23 Mai 2025

Variety

de Bette Gordon (1983) - Cinéclub NOCTURAMA vendredi 23 mai à 21H00!

VARIETY de Bette Gordon (1983) - Cinéclub NOCTURAMA vendredi 23 mai à 21H00!

Version restaurée 2K !

New York, 1983. Christine cherche désespérément du travail et finit par se faire engager comme ouvreuse dans un cinéma porno de Times Square. Elle devient peu à peu obsédée par les sons et les images des films qui l’entourent. Puis, fascinée par un des spectateurs, un homme d’affaires du nom de Louie, Christine commence à le suivre...

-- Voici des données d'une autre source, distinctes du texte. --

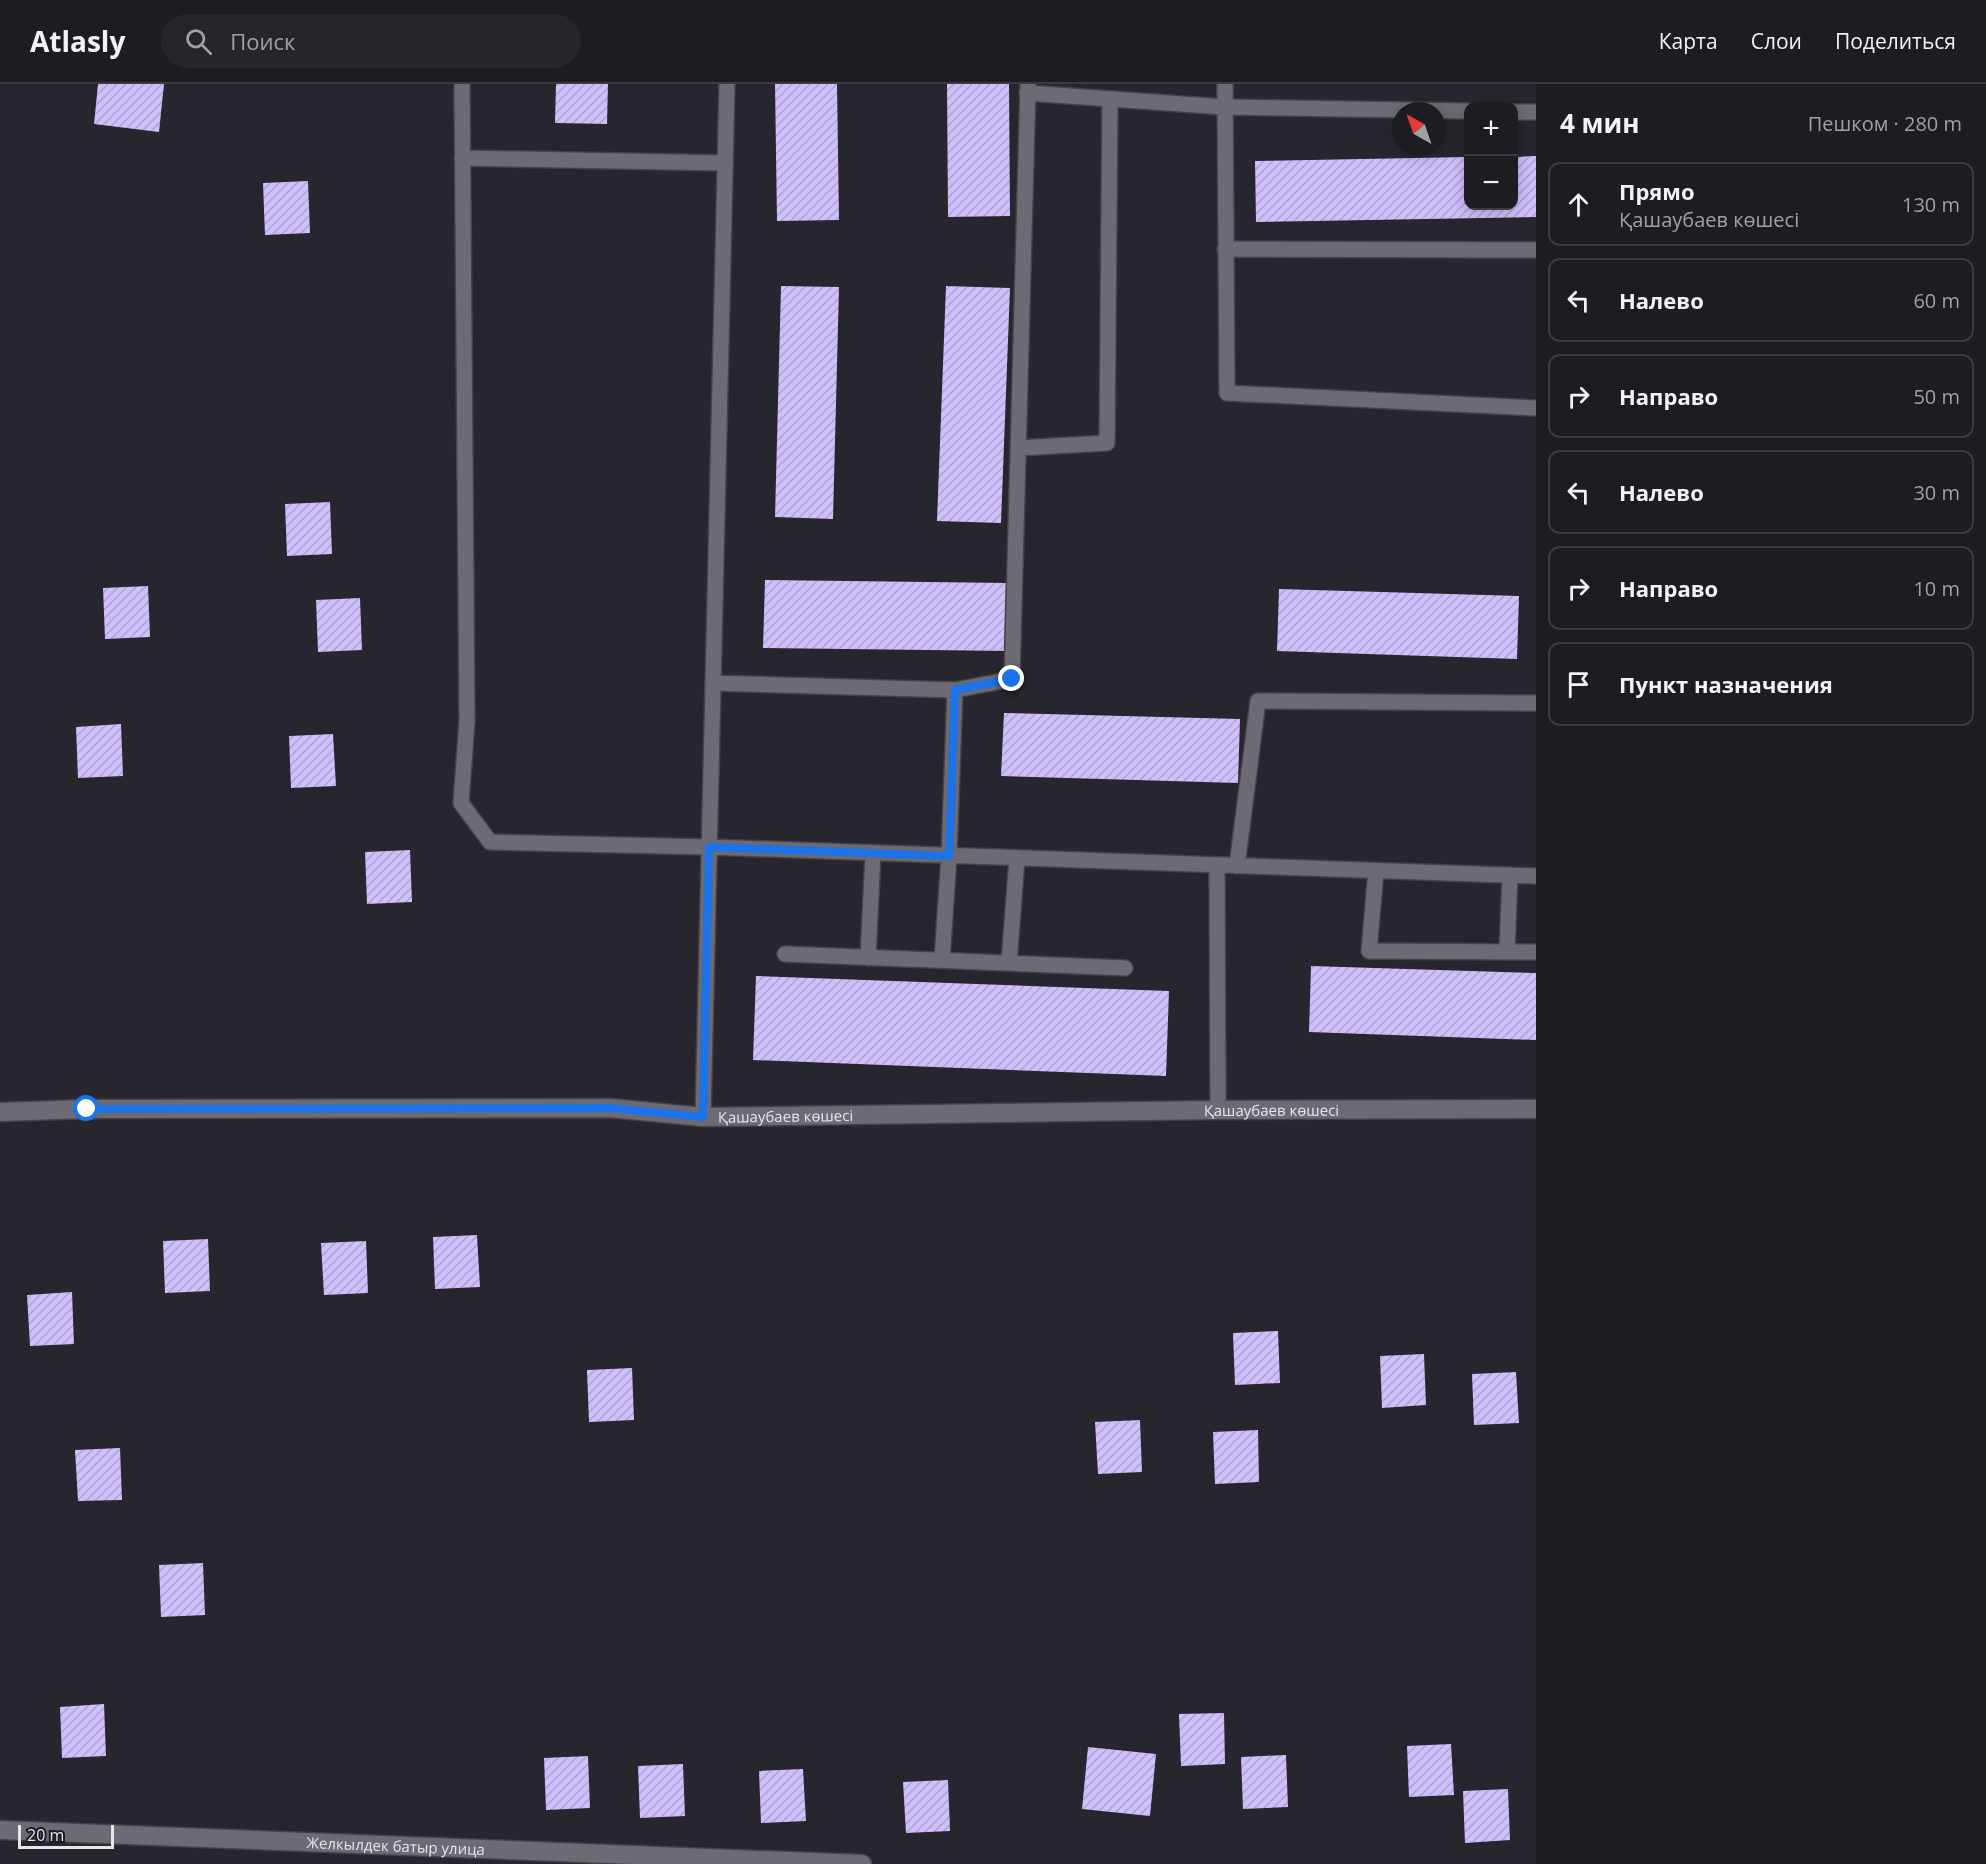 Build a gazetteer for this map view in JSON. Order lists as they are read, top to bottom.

Variety est le premier long-métrage de Bette Gordon, née en 1955, cinéaste et professeure à l’Université de Colombia. Figure du cinéma américain indépendant, expérimental et avant-gardiste, elle avait déjà abordé les thèmes de la sexualité, de la violence et de la pornographie dans ses courts-métrages. En réalisant ce film, elle souhaite entrer en conflit avec les mouvements appelant à l’interdiction de la pornographie aux États-Unis, et questionner ce qu’elle représente, notamment pour les femmes. « J’aime observer. J’ai toujours été fascinée par le cinéma et le plaisir secret, proche du voyeurisme, que je ressens en voyant des gens sur un écran. Puisque le principe de base du cinéma est à la fois de voir et d’être vu (le voyeurisme et son aspect malsain, l’exhibitionnisme), j’ai voulu faire un film qui abordait ces aspects. » -Bette Gordon.

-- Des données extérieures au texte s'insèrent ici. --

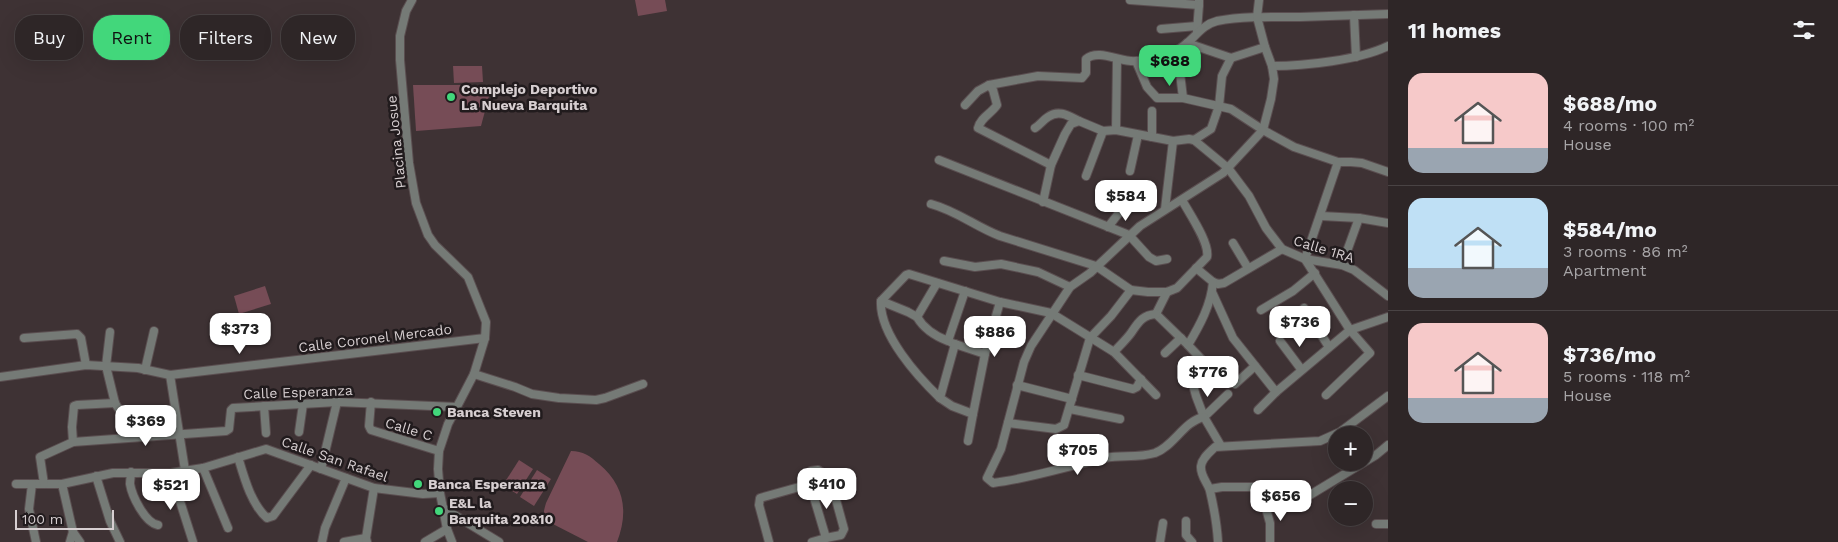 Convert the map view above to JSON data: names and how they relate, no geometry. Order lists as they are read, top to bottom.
{
  "streets": {
    "street": [
      "Placina Josue",
      "Calle 1RA",
      "Calle Coronel Mercado",
      "Calle Esperanza",
      "Calle C",
      "Calle San Rafael"
    ]
  },
  "crossings": [
    ["Placina Josue", "Calle Coronel Mercado"],
    ["Placina Josue", "Calle Esperanza"],
    ["Placina Josue", "Calle C"],
    ["Placina Josue", "Calle San Rafael"],
    ["Calle Esperanza", "Calle C"],
    ["Calle Esperanza", "Calle San Rafael"]
  ],
  "places": [
    "Complejo Deportivo La Nueva Barquita",
    "Banca Steven",
    "Banca Esperanza",
    "E&L la Barquita 20&10"
  ],
  "scale_bar": "100 m",
  "page": {
    "heading": "11 homes",
    "chip": [
      "Buy",
      "Rent",
      "Filters",
      "New"
    ],
    "price": [
      "$688",
      "$584",
      "$736",
      "$373",
      "$886",
      "$776",
      "$369",
      "$705",
      "$410",
      "$521",
      "$656"
    ],
    "list": [
      {
        "name": "$688/mo",
        "note": "4 rooms · 100 m² · House"
      },
      {
        "name": "$584/mo",
        "note": "3 rooms · 86 m² · Apartment"
      },
      {
        "name": "$736/mo",
        "note": "5 rooms · 118 m² · House"
      }
    ],
    "map_buttons": ["+", "−"],
    "scale": "100 m"
  }
}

Pour incarner le personnage complexe de Christine, la cinéaste recherche une héroïne hitchcockienne, blonde et froide, mais avec quelque chose de différent. Cette fois-ci, elle ne sera pas soumise aux fantasmes masculins : c’est elle qui deviendra voyeuse, obsédée par son désir. Bette Gordon transforme alors l’homme “sujet regardant” en “objet regardé” et inverse des rôles très normés. Ainsi, ce film-concept, qui rappelle le travail audacieux de l’artiste Sophie Calle et l’esthétique de Nan Goldin – qui joue d’ailleurs dans le film et en fut la photographe de plateau –, se révèle être un objet cinématographique intrigant et fascinant.

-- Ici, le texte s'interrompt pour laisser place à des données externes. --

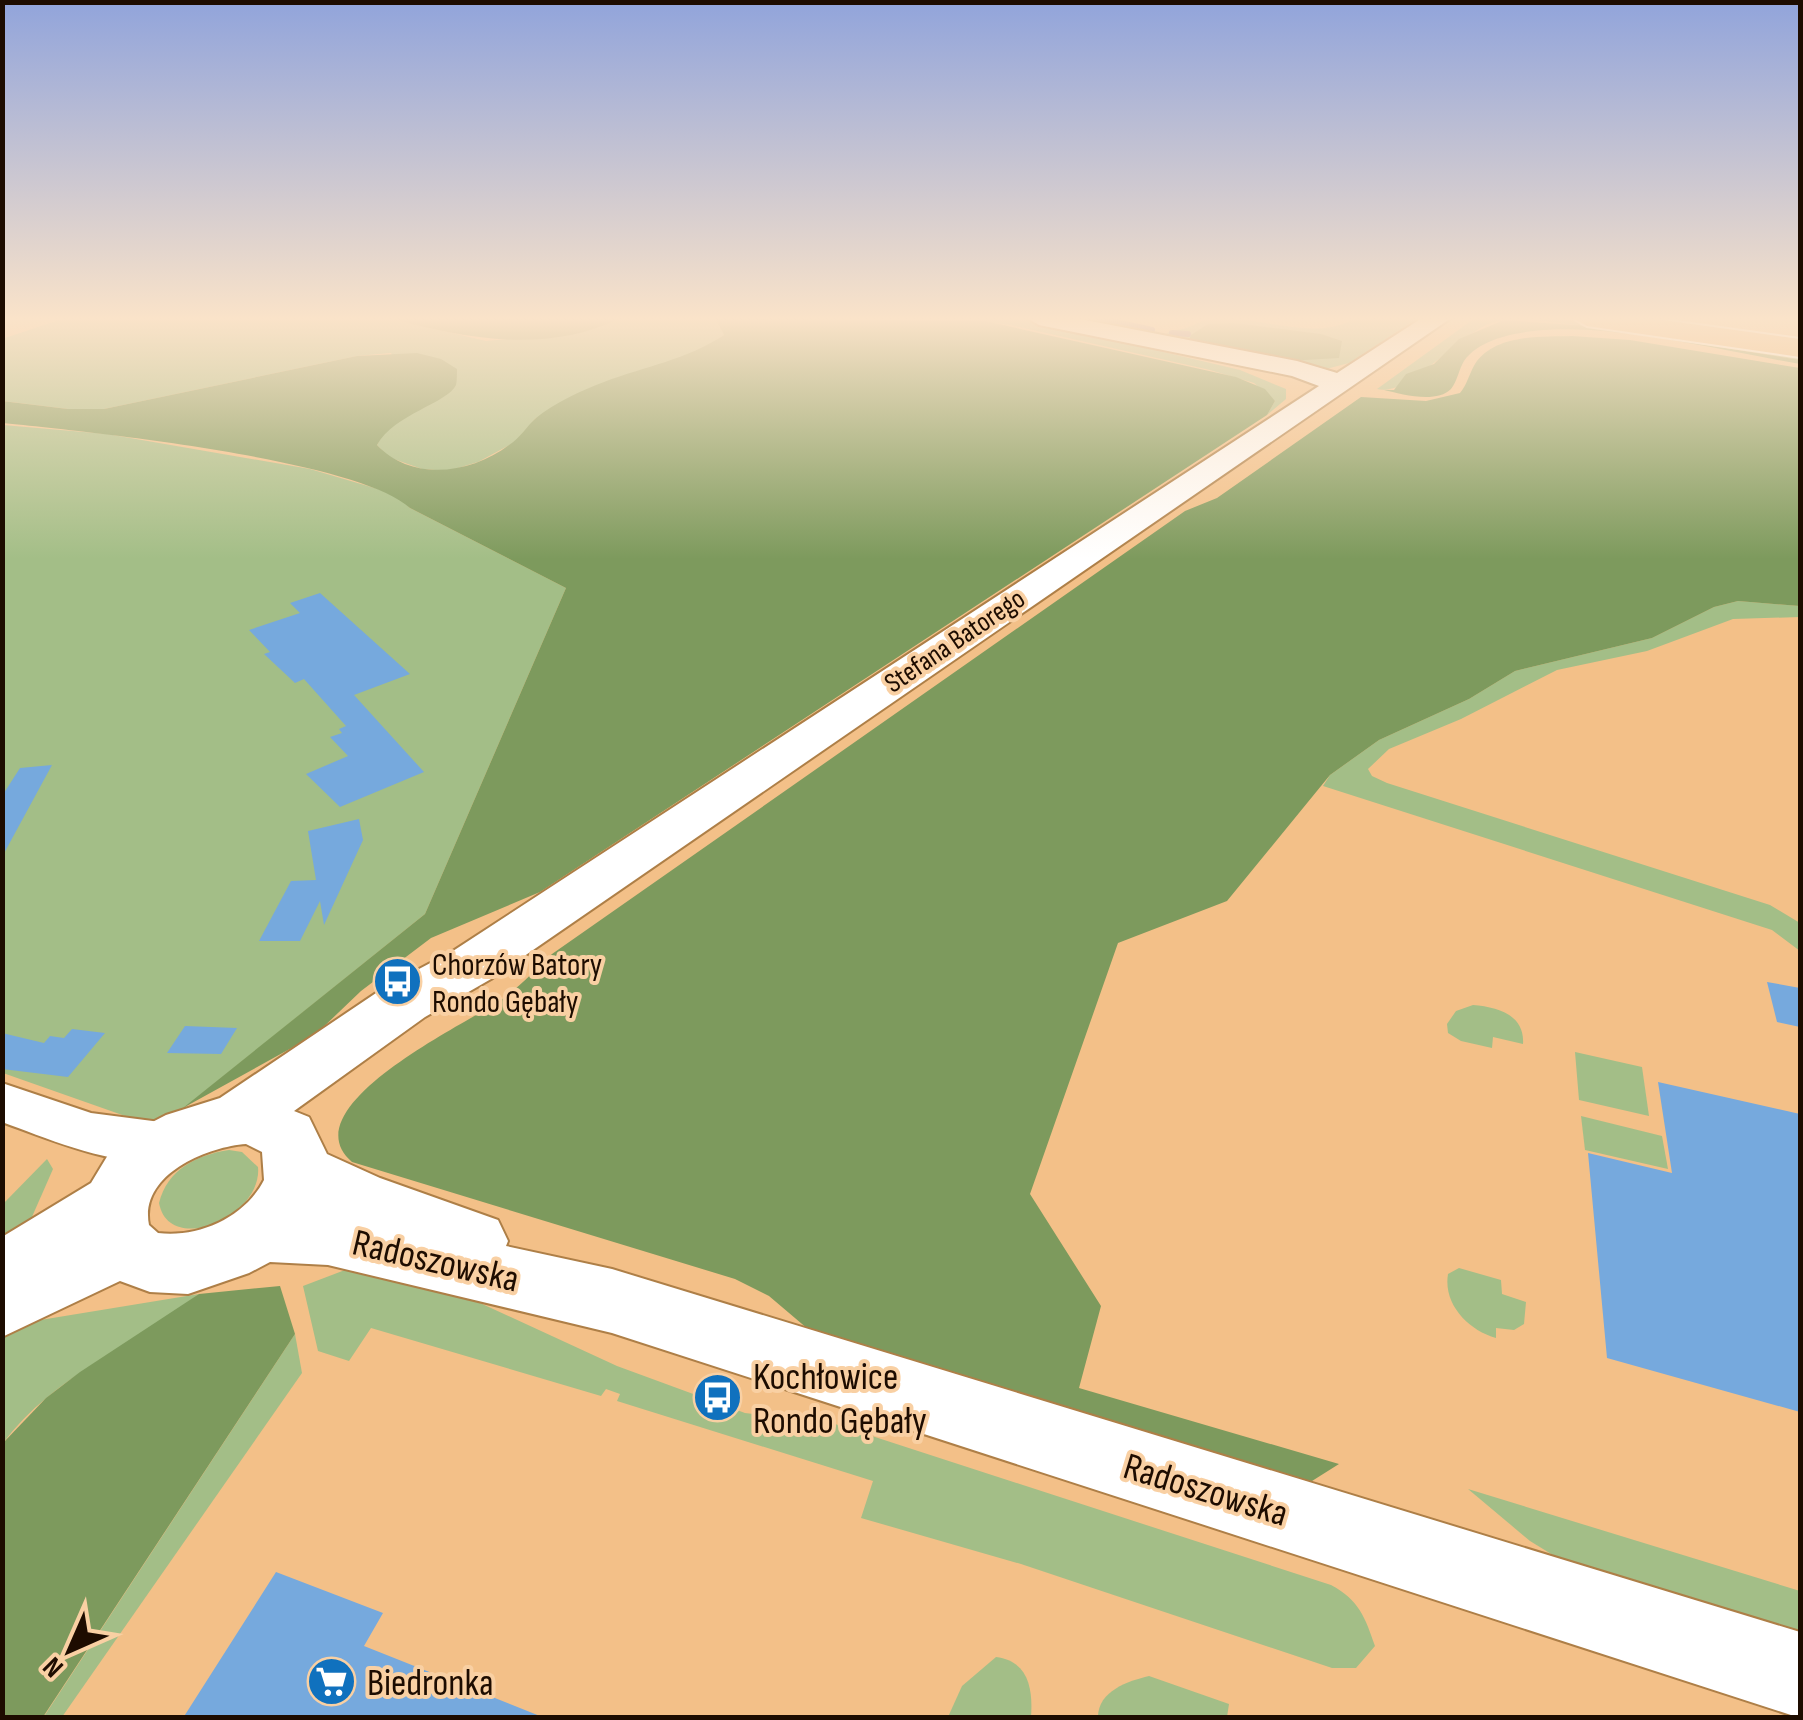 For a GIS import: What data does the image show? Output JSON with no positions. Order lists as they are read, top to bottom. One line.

"J’aime regarder. J’ai toujours été fascinée par le cinéma et par ce plaisir secret d’observer des gens à l’écran. Puisque la condition élémentaire du cinéma est un échange entre voir et être vu (entre voyeurisme et exhibitionnisme), j’ai voulu faire un film qui aborde cette dualité. Dans Variety, Christine travaille dans un cinéma porno comme caissière. Le film se positionne du côté du voyeur, sauf que dans ce cas, le rôle qui incombe habituellement à l’homme est inversé. Christine devient obsédée par un client qu’elle regarde d’abord, puis qu’elle commence à suivre. Son obsession est, quelque part, pornographique. Hitchcock a déjà utilisé la figure de la « femme blonde », mais toujours comme un objet fantasque du regard masculin. Christine usurpe ce rôle. Elle devient la détective dans un thriller où le territoire est façonné par le langage du désir."
-Bette Gordon, 1984

"Variety demeure l’un des meilleurs représentants de la « no wave » new-yorkaise des années 80, aux côtés des premiers films de Jim Jarmusch. L’histoire d’une jeune femme, ouvreuse d’un cinéma porno dans l’univers des peep-shows et des salles X dissimule un hommage au film noir. Bette Gordon choisit de confier à son personnage féminin le rôle moteur de la voyeuse, obsédée par un client énigmatique qui pourrait bien être un gangster. La réalisatrice s’inspire à la fois des films new-yorkais des années 50 de Fuller ou Dassin et du cinéma moderne européen. Son héroïne, confrontée au monde très masculin de la pornographie, explore son propre désir, sans aucun jugement moralisateur. Bette Gordon procède à une inversion des rôles puisque c’est la femme qui entreprend une enquête à la manière d’un détective, tandis que l’homme devient objet de mystère et de fascination. Du point de vue de la mise en scène, on pense moins à Taxi Driver, malgré la similitude de certains lieux de tournage, qu’à Rivette ou Antonioni. Le choix de la non-résolution finale, d’une conclusion abandonnée au vide et à l’absence inscrit Variety dans un héritage moderniste. Le film affiche également sa proximité avec le travail photographique de Nan Goldin, qui tient un petit rôle de barmaid. Variety se révèle un fascinant portrait de femme doublé d’un tableau des quartiers louches de New York, avec une appréhension féministe d’un sujet qui ne sombre jamais dans le sordide malgré le contexte.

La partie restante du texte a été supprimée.